EXERCISE OBJECTIVE = Write out a word-for-word repetition of the lines that come before the line containing "margin:0; font-family:Lato,sans-serif; background:var(--page);" in the listing below, along with that line itself, omitting pictures.

SOURCE DATA =
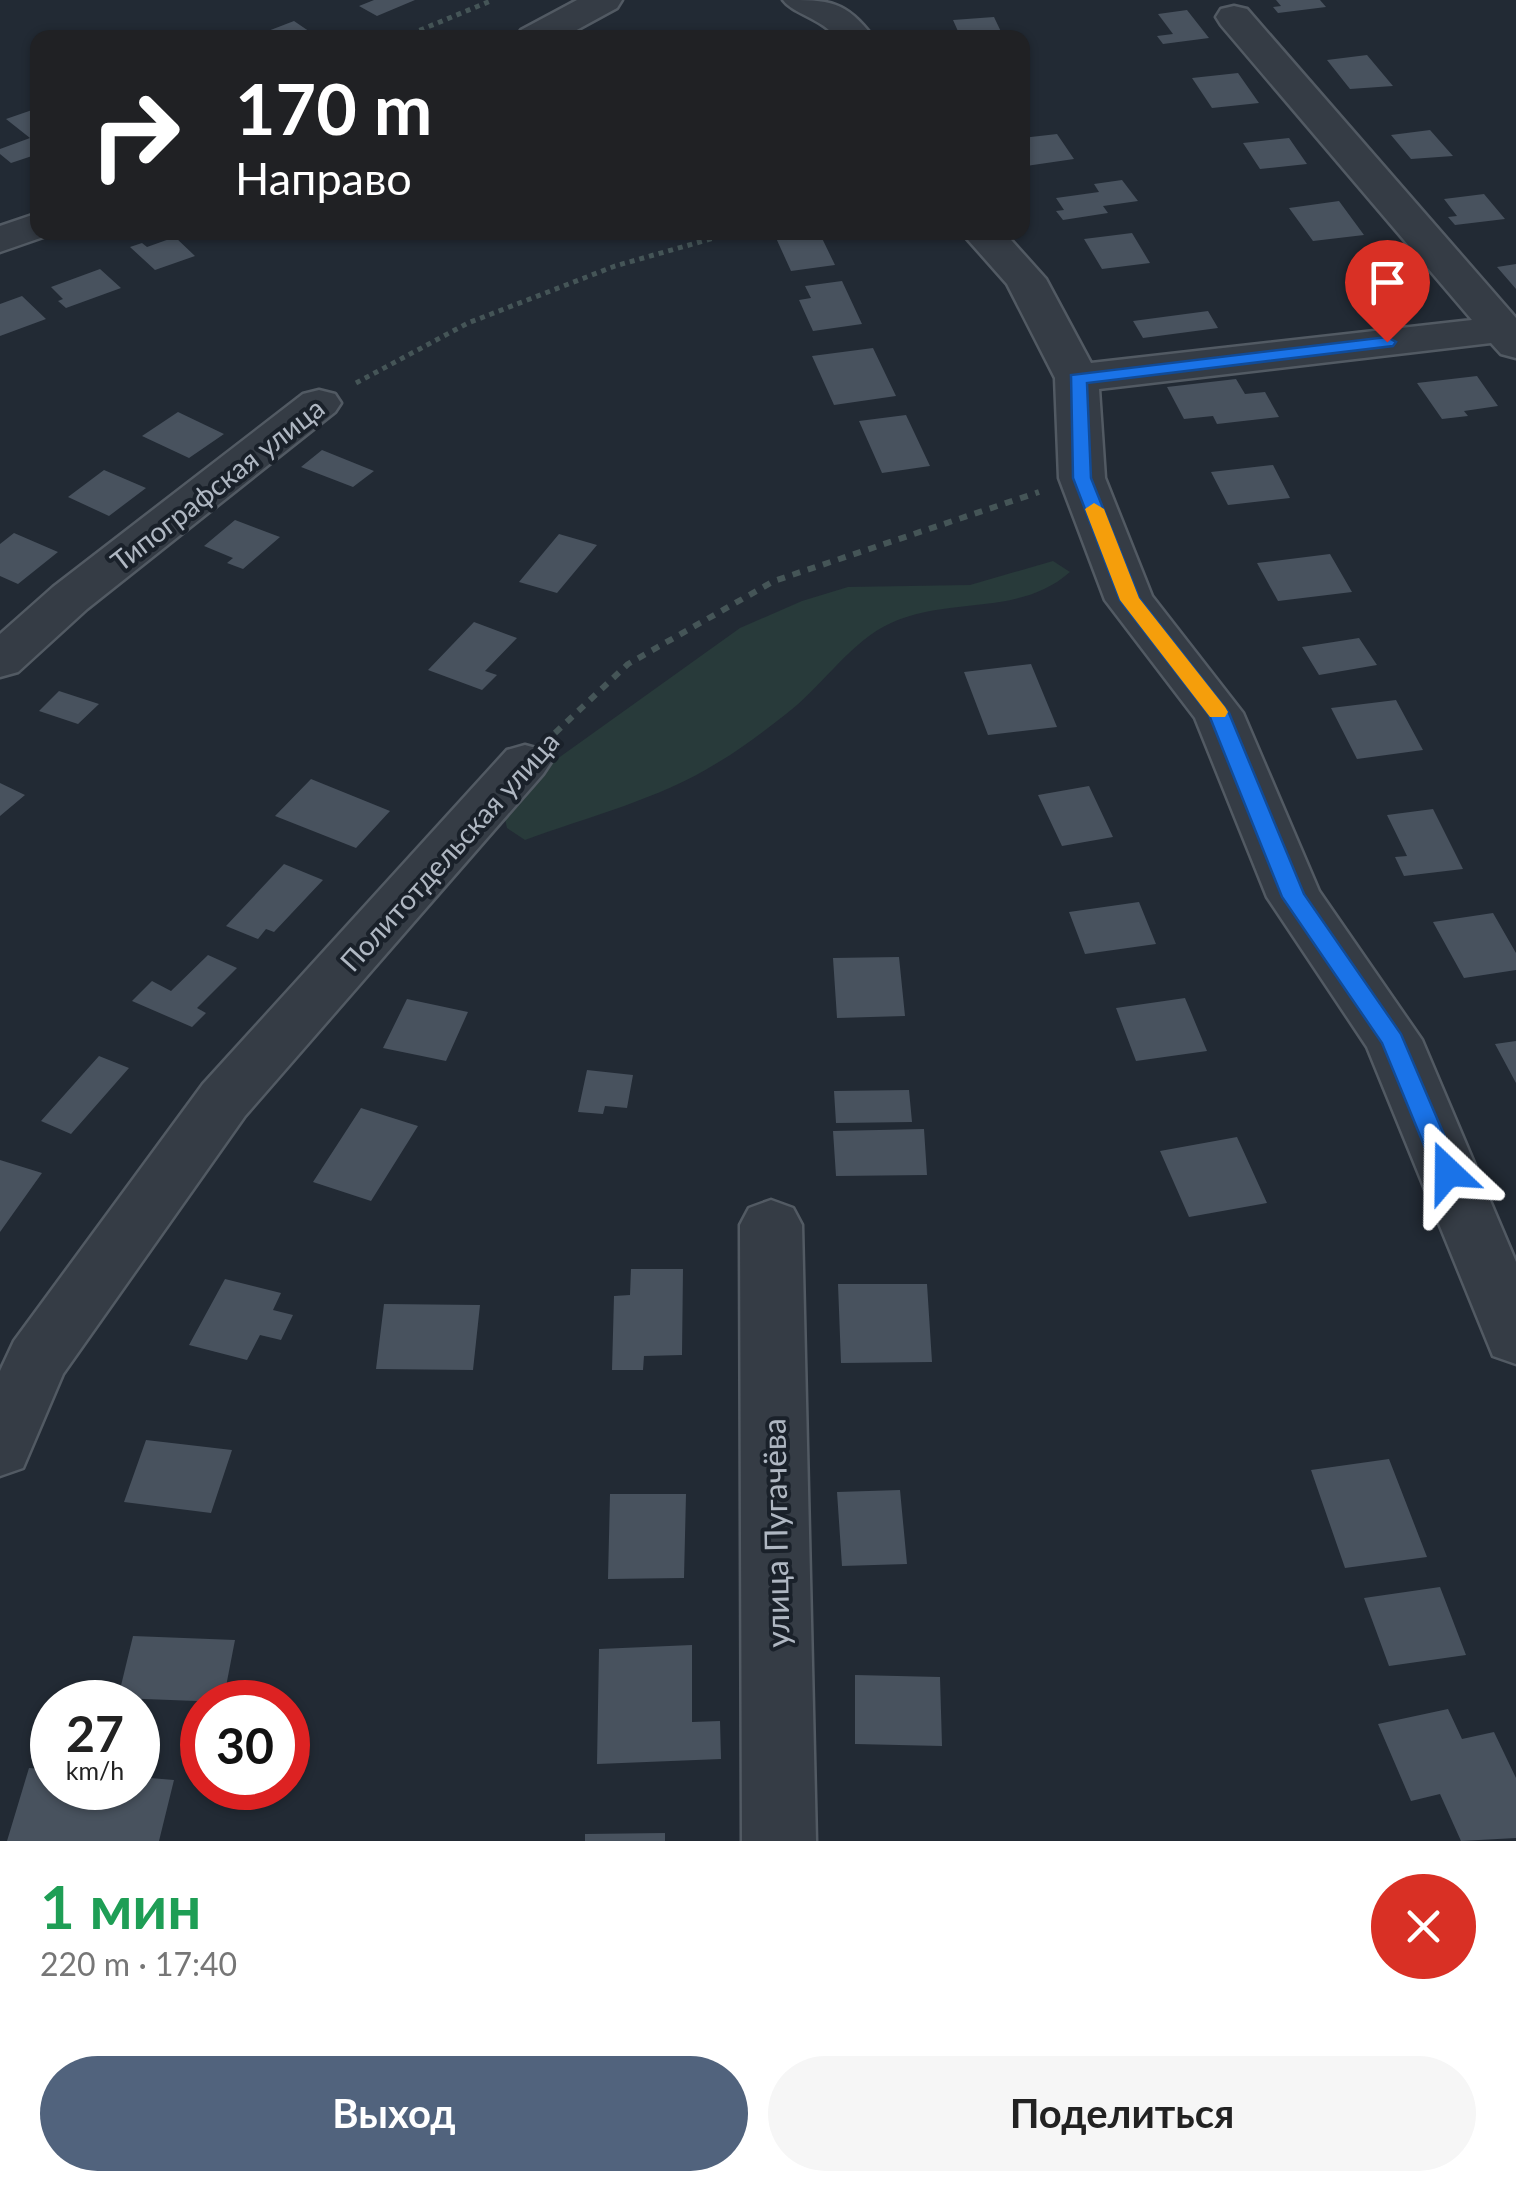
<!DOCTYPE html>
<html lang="ru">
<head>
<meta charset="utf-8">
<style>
	:root { --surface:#fff; --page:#f6f6f6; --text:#222; --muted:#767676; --accent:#51637d }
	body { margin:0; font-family:Lato,sans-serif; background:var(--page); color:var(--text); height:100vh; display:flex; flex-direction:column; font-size:38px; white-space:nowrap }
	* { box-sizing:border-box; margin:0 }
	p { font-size:32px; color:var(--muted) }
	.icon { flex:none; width:55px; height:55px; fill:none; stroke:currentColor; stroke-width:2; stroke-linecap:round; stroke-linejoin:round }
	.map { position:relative; height:1841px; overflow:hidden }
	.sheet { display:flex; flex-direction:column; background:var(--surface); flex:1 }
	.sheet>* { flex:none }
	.banner { position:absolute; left:30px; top:30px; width:1000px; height:210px; border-radius:20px; box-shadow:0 2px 8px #0004; background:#202124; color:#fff; overflow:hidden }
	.speed { position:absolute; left:30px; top:1680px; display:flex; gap:20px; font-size:50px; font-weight:700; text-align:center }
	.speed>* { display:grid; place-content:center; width:130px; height:130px; border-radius:50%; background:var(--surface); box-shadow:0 2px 8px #0004; line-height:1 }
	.speed small { font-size:25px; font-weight:400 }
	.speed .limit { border:15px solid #d22; background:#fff; color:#111 }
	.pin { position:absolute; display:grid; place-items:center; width:85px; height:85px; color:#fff; margin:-102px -42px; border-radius:50% 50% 50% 0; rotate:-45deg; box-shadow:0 0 10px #0007 }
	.pin .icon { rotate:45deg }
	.me { position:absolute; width:110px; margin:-55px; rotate:337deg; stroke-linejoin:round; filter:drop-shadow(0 0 8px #0008) }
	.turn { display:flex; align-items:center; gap:35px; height:210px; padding:0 40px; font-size:45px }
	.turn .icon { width:130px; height:130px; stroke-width:2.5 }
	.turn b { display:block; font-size:70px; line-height:85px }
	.round { display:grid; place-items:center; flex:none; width:105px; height:105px; border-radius:52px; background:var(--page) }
	.summary { display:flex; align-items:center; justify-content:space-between; height:170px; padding:0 40px }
	h1 { font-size:60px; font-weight:700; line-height:75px; color:#1e9e55 }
	.primary-button { display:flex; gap:20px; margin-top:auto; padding:20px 40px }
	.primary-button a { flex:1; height:115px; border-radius:60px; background:var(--accent); color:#fff; font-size:40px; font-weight:700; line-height:115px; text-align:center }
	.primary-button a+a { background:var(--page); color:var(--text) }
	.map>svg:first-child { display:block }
</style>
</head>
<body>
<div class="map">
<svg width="1516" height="1841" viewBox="0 0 1516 1841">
	<rect width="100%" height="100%" fill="#222a34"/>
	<path fill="#283a3a" d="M1053 561 1070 572C1017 619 943 594 883 627 848 646 818 690 786 714 764 731 741 749 717 763 660 799 587 817 525 840L507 828 503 810 550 764 740 628 802 601 848 587 970 585Z"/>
	<path fill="#48525e" d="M374 0H415L377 16 359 6Z
		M1276 0H1320L1326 7 1278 13 1273 7 1281 6Z
		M1187 10 1209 38 1163 44 1157 36 1173 34 1158 14Z
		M994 17 1004 38H961L953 20Z
		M294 21 319 38H277L268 31Z
		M1367 55 1393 86 1350 89 1327 60Z
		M1238 73 1259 103 1212 108 1192 78Z
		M35 109 38 154 11 163 0 154V149L30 138 6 119Z
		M1430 130 1453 156 1411 159 1391 135Z
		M1057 134 1074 159 1026 166 1022 138Z
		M1289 138 1307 164 1260 169 1243 143Z
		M1122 180 1138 201 1103 206 1108 213 1063 220 1056 211 1064 210 1056 198 1099 192 1094 184Z
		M1484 194 1505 219 1455 225 1448 217 1457 216 1444 199Z
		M1339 201 1364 235 1313 241 1289 208Z
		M819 232 835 265 791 271 776 238Z
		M1132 233 1150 263 1102 269 1084 239Z
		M175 237 195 256 155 270 130 247 142 243 147 247Z
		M1516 264V289L1497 267Z
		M100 269 121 288 66 308 58 301 63 299 51 287Z
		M1397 274 1420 304 1387 309 1379 297 1369 298 1355 280Z
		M842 281 862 324 813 331 799 300 811 298 805 286Z
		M22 296 46 319 0 336V304Z
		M1208 311 1218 328 1143 338 1133 321Z
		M873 348 896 396 834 405 812 356Z
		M1477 376 1498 406 1464 411 1468 416 1442 419 1417 383Z
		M1236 379 1245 394 1265 392 1279 417 1217 424 1213 416 1184 419 1167 387Z
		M178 412 224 434 189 458 142 436Z
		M906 415 930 466 882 473 859 421Z
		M322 450 374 471 353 487 301 467Z
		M1273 465 1290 498 1228 505 1211 472Z
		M104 470 146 488 109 516 68 497Z
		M235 520 280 537 243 569 227 563 233 558 204 546Z
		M14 533 58 552 18 584 0 576V544Z
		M559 534 597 545 557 593 519 582Z
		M1330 554 1352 592 1278 601 1257 563Z
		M474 622 517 638 485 671 497 675 482 690 428 670Z
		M1359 638 1377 665 1319 675 1302 647Z
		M1031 664 1057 727 988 735 964 672Z
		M59 691 99 704 78 724 39 711Z
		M1396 700 1423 750 1357 759 1331 708Z
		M311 779 390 811 356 848 275 816Z
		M0 783 25 795 0 816Z
		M1089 786 1113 837 1062 846 1038 795Z
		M1433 809 1463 869 1404 876 1395 857 1407 856 1387 815Z
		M284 864 323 880 274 932 266 929 258 939 226 926Z
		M1139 902 1156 944 1085 954 1069 912Z
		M1493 913 1516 953V970L1464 978 1433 922Z
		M208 955 237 968 197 1008 206 1013 192 1027 132 1001 152 981 171 991Z
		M899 957 905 1016 837 1018 833 958Z
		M1185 998 1207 1051 1136 1061 1116 1008Z
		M407 999 468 1012 446 1061 383 1048Z
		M1516 1041V1083L1495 1044Z
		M99 1056 129 1068 71 1134 41 1121Z
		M587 1070 633 1075 627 1108 605 1106 603 1114 578 1112Z
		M909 1090 912 1122 836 1123 834 1091Z
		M361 1108 418 1126 371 1201 313 1182Z
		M924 1129 927 1175 836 1176 833 1131Z
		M1237 1137 1267 1203 1189 1217 1160 1151Z
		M0 1160 42 1173 0 1232Z
		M631 1269H683L682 1355 644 1356 643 1370H612L614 1296 630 1295Z
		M225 1279 281 1293 273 1310 293 1315 281 1340 260 1335 247 1360 189 1345Z
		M838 1284H927L932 1362 841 1363Z
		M384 1304 480 1305 473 1370 376 1369Z
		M146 1440 232 1450 211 1513 124 1502Z
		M1389 1459 1427 1557 1345 1568 1311 1470Z
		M900 1490 907 1564 842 1566 837 1492Z
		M610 1494H686L684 1578 608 1579Z
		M1440 1587 1466 1655 1389 1666 1364 1598Z
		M133 1636 235 1640 223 1702 118 1698Z
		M692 1645V1722L720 1721 721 1759 597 1764 599 1649Z
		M855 1675 940 1677 942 1746 855 1744Z
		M1448 1709 1462 1739 1494 1732 1516 1778V1838L1461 1841 1440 1794 1411 1801 1378 1724Z
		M29 1768 52 1770V1788H138V1777L174 1780 159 1841H7Z
		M665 1833V1841H585V1834Z"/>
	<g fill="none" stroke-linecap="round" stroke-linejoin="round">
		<g stroke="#525a63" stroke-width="5">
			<path id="minor" d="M577 0H622L617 8 562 38H516L521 30Z
				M783 0C830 0 845 0 874 38H837C821 18 793 14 783 0Z
				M1234 6 1247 9 1516 318V358L1501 354 1491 343 1099 389 1105 478 1152 596 1243 713 1319 891 1422 1040 1516 1262V1364L1493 1356 1367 1047 1267 897 1195 718 1105 600 1059 478 1055 378 1007 284 961 232H1004L1046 279 1091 363 1472 320 1221 25 1216 17 1221 9Z
				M38 213V232L52 234 0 252V226Z
				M319 390 335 394 341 403 335 412 87 609 18 672 0 677V634L53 587 303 394Z
				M525 745 543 750 551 762 543 774 245 1116 63 1374 23 1468 0 1476V1371L14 1341 203 1084 507 750Z
				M771 1200 793 1208 802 1225 816 1841H742L740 1225 749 1208Z"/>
		</g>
		<path stroke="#455557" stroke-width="5" stroke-dasharray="5 5" stroke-linecap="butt" d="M401 38 493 0
			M356 383 468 323 615 266 735 232"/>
		<path stroke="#455557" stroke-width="6" stroke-dasharray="8 8" stroke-linecap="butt" d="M555 733 628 664 774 581 1039 492"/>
		<use href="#minor" fill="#353c45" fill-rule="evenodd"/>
	</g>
	<path fill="#1a73e8" stroke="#114b97" stroke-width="2.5" d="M1387 337 1396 342 1393 346 1087 383 1091 478 1139 598 1229 713 1304 894 1401 1034 1460 1172 1457 1179H1439L1435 1172 1382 1043 1282 897 1209 715 1120 600 1073 478 1071 375Z"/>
	<path fill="#f59e0b" d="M1094 503 1104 509 1139 598 1225 707 1228 712 1225 717H1210L1120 600 1085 509Z"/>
	<g text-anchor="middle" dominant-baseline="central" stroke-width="8" stroke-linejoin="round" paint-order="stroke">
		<g font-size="28" fill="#afb7c2" stroke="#1a212a">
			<text transform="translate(217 484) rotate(-38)">Типографская улица</text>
			<text transform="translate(449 851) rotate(-48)">Политотдельская улица</text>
		</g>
		<g font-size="32" fill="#afb7c2" stroke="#1a212a">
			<text transform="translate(775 1533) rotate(-91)">улица Пугачёва</text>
		</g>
	</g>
</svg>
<div class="speed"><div>27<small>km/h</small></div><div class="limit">30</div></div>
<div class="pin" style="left:1387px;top:342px;background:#d93025"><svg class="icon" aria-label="arrive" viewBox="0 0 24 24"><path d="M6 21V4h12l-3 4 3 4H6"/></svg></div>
<svg class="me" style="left:1448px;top:1172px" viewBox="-20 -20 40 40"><path d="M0-17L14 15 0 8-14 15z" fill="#1a73e8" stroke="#fff" stroke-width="4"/></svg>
<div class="banner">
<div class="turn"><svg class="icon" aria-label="right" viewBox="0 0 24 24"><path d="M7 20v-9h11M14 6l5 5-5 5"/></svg><div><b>170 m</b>Направо</div></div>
</div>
</div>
<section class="sheet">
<div class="summary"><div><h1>1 мин</h1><p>220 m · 17:40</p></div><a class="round" style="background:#d93025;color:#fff"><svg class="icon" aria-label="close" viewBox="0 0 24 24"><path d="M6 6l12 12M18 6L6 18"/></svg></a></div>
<div class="primary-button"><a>Выход</a><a>Поделиться</a></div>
</section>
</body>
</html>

EXERCISE RESULT =
<!DOCTYPE html>
<html lang="ru">
<head>
<meta charset="utf-8">
<style>
	:root { --surface:#fff; --page:#f6f6f6; --text:#222; --muted:#767676; --accent:#51637d }
	body { margin:0; font-family:Lato,sans-serif; background:var(--page); color:var(--text); height:100vh; display:flex; flex-direction:column; font-size:38px; white-space:nowrap }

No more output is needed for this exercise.